### TASK ITEM
Retrieve every line from the records in which the word "bottom" occurs.

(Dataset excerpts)
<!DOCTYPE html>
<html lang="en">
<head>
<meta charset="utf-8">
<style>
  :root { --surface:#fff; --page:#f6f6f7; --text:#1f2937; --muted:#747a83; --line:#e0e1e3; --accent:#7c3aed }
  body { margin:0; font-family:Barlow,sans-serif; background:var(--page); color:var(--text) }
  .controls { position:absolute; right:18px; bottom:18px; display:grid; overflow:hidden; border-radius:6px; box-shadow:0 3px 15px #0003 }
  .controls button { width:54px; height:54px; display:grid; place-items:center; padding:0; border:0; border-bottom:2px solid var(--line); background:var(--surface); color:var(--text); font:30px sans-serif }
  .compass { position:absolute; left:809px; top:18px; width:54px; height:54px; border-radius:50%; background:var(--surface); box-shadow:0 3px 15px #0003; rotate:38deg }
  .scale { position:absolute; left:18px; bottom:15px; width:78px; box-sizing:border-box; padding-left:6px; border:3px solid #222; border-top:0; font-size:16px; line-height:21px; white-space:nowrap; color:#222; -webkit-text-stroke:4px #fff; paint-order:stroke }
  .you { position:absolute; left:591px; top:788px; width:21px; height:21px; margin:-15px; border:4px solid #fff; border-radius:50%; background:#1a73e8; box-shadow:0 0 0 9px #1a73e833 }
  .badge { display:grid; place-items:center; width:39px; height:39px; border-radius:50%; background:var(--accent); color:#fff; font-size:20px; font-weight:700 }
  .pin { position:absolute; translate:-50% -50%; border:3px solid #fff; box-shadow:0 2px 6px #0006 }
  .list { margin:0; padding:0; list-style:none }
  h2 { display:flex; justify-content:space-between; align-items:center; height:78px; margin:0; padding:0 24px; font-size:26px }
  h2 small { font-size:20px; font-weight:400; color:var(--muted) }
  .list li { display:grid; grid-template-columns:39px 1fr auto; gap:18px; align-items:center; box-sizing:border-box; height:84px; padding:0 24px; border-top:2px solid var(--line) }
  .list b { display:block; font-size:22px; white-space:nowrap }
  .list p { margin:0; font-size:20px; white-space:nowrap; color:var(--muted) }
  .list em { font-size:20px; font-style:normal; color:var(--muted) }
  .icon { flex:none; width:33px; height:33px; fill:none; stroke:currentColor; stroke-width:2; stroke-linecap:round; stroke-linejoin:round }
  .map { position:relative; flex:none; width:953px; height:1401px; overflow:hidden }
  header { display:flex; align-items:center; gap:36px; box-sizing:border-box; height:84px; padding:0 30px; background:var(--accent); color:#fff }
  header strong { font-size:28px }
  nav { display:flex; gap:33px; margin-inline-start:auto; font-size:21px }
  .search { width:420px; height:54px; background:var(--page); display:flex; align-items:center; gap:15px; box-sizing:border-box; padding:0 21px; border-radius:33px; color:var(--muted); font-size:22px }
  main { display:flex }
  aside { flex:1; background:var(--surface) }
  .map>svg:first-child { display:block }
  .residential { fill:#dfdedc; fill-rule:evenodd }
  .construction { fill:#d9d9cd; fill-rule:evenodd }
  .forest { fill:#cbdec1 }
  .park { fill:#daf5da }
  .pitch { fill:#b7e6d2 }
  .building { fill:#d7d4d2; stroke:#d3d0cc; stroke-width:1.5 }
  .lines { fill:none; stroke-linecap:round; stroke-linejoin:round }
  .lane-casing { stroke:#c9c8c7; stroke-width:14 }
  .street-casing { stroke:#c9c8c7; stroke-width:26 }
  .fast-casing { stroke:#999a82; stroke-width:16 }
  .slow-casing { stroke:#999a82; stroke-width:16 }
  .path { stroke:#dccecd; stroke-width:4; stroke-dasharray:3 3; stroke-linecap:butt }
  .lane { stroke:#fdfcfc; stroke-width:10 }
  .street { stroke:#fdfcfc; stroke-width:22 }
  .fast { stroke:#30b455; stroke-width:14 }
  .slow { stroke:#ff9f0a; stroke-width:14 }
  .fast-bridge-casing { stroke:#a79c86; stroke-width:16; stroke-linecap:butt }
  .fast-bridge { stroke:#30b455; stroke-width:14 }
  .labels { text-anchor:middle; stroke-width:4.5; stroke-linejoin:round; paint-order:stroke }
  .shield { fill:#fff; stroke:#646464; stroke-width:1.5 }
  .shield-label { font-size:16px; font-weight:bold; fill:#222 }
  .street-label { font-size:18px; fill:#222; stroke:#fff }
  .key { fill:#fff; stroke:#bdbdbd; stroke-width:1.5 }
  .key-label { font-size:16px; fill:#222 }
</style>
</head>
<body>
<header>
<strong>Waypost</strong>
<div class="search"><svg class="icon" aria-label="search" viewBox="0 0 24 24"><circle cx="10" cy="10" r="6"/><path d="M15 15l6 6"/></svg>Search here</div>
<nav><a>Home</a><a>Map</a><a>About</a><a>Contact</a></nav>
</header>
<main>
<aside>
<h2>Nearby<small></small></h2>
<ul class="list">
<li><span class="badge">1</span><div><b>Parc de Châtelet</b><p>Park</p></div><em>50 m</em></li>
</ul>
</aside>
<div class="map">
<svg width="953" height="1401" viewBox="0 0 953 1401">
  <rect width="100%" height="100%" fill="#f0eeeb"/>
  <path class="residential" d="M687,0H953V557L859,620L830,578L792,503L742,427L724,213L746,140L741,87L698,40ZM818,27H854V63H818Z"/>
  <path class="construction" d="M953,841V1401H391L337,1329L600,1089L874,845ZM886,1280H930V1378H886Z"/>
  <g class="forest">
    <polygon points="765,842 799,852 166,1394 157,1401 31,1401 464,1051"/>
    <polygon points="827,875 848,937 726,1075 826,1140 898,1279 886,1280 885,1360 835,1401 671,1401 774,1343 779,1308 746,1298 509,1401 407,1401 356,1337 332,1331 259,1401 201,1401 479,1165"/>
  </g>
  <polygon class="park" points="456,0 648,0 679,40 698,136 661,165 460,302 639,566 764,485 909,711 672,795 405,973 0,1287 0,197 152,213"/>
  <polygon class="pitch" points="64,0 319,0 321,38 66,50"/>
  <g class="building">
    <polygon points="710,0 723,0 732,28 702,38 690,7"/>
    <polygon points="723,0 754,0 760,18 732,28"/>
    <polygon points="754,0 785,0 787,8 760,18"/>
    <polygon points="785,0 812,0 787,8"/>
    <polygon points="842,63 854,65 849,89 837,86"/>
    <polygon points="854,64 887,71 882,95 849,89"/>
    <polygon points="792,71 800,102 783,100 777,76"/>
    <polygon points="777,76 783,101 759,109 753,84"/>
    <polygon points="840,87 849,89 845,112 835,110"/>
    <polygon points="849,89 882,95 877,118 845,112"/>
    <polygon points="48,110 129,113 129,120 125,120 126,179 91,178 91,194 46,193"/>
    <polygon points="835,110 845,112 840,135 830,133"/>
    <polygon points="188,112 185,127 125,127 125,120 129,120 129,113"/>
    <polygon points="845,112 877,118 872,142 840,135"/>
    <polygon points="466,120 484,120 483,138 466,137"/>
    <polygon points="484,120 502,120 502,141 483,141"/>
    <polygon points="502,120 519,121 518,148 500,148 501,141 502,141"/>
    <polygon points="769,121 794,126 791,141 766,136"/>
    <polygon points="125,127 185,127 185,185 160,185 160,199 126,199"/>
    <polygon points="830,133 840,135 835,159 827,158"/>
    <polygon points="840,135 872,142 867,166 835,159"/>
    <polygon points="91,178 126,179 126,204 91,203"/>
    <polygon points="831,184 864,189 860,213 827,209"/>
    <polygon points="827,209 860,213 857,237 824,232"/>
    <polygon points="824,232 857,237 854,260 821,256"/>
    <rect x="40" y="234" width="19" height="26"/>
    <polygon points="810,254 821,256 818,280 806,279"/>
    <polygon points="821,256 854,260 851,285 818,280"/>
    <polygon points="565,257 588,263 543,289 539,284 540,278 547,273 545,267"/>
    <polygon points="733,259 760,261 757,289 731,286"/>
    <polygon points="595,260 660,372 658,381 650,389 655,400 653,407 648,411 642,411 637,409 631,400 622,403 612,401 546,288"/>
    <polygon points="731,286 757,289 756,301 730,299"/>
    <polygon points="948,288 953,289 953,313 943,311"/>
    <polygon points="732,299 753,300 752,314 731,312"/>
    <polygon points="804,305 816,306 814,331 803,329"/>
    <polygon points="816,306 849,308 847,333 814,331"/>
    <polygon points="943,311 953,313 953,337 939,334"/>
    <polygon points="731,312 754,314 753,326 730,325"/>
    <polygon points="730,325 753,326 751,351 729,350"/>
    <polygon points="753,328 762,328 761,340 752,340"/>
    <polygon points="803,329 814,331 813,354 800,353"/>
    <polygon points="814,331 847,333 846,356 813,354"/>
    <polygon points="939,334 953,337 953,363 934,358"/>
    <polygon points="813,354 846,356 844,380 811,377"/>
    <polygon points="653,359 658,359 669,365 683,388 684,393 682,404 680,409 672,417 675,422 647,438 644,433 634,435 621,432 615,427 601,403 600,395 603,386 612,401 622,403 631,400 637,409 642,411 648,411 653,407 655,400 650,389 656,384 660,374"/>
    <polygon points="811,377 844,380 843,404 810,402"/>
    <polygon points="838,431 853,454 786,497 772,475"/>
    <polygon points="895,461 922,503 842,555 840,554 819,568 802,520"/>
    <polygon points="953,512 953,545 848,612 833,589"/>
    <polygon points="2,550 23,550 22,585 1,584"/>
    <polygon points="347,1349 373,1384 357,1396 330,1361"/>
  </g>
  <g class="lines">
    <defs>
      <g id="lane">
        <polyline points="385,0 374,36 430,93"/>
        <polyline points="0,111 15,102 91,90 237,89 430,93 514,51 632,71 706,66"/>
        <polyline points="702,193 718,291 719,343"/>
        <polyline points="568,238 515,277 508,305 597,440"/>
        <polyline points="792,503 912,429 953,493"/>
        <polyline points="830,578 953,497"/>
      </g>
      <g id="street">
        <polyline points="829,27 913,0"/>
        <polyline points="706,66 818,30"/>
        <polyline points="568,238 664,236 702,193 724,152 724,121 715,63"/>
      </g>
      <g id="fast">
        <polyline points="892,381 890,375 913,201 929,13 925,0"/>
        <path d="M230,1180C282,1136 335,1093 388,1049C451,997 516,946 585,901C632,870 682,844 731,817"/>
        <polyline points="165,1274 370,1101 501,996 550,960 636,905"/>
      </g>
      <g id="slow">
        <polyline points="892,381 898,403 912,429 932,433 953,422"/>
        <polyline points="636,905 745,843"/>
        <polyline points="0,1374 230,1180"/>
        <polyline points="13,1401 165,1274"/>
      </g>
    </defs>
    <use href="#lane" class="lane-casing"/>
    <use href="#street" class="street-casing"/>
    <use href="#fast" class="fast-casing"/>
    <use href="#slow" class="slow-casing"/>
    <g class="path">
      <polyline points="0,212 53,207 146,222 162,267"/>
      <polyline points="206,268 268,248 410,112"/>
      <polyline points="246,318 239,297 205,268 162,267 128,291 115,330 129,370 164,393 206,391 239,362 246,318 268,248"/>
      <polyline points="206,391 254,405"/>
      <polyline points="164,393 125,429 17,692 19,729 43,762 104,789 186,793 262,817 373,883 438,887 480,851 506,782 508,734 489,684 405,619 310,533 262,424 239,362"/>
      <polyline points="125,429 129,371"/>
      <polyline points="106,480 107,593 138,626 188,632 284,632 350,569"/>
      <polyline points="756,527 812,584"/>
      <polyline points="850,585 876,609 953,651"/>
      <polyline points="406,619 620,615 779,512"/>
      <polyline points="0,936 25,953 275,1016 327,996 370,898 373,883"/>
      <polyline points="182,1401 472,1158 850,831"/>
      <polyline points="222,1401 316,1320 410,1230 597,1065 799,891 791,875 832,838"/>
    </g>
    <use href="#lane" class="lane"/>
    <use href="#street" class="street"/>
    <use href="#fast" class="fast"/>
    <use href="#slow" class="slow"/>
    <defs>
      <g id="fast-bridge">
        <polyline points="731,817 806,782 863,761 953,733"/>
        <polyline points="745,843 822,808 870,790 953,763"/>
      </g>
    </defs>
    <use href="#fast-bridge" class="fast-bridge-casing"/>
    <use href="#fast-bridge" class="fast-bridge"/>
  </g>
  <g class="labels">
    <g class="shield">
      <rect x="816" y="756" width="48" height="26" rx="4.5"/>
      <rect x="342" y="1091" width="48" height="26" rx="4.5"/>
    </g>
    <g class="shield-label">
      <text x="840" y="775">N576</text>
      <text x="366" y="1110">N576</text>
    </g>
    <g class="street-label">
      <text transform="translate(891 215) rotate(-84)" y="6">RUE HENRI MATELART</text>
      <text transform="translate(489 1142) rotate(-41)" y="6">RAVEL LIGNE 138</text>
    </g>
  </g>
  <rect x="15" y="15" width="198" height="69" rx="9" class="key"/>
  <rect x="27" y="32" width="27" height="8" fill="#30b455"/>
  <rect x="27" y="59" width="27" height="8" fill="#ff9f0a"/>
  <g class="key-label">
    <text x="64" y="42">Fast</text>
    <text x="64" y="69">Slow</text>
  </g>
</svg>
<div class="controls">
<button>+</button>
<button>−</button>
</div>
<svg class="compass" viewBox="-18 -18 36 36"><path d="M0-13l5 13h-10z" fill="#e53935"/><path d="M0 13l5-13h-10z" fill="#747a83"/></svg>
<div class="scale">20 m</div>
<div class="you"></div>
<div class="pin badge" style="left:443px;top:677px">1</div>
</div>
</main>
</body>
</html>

### RESULT BELOW
  .controls { position:absolute; right:18px; bottom:18px; display:grid; overflow:hidden; border-radius:6px; box-shadow:0 3px 15px #0003 }
  .controls button { width:54px; height:54px; display:grid; place-items:center; padding:0; border:0; border-bottom:2px solid var(--line); background:var(--surface); color:var(--text); font:30px sans-serif }
  .scale { position:absolute; left:18px; bottom:15px; width:78px; box-sizing:border-box; padding-left:6px; border:3px solid #222; border-top:0; font-size:16px; line-height:21px; white-space:nowrap; color:#222; -webkit-text-stroke:4px #fff; paint-order:stroke }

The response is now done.